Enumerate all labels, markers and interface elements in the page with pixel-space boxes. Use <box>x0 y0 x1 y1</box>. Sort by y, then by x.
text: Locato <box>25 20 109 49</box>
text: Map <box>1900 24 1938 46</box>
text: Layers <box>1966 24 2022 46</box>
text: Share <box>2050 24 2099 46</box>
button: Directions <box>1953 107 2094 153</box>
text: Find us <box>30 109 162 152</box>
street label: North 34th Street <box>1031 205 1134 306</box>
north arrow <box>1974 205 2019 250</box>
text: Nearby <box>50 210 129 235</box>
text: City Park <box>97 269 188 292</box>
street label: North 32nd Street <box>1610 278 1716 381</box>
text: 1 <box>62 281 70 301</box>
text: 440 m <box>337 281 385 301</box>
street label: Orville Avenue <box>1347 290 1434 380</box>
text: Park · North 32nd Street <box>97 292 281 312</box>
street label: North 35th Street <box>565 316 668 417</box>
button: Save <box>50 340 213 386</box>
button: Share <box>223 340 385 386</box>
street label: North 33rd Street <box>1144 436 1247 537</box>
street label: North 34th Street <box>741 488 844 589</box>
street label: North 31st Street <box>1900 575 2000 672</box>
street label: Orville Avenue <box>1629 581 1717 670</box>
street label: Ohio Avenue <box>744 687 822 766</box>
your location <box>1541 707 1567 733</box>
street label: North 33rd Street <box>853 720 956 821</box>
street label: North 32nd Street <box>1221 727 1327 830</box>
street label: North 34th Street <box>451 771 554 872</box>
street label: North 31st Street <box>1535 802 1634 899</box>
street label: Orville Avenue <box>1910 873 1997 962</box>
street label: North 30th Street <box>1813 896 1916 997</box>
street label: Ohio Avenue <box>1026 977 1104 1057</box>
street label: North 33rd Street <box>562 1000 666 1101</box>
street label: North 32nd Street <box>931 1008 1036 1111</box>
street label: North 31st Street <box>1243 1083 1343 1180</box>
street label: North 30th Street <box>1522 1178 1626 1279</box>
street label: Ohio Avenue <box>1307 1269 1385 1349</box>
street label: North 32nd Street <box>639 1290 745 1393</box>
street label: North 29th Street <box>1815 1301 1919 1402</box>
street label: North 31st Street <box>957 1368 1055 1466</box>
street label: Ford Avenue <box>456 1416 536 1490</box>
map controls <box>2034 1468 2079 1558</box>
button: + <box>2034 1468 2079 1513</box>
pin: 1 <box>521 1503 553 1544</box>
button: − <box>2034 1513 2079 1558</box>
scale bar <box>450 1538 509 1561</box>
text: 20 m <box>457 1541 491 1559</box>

### DESCRIPTION OF THE TASK
In the lines above, find the word "Ohio" and copy every line it occurs in.

### OUTPUT OF THE EXERCISE
street label: Ohio Avenue <box>744 687 822 766</box>
street label: Ohio Avenue <box>1026 977 1104 1057</box>
street label: Ohio Avenue <box>1307 1269 1385 1349</box>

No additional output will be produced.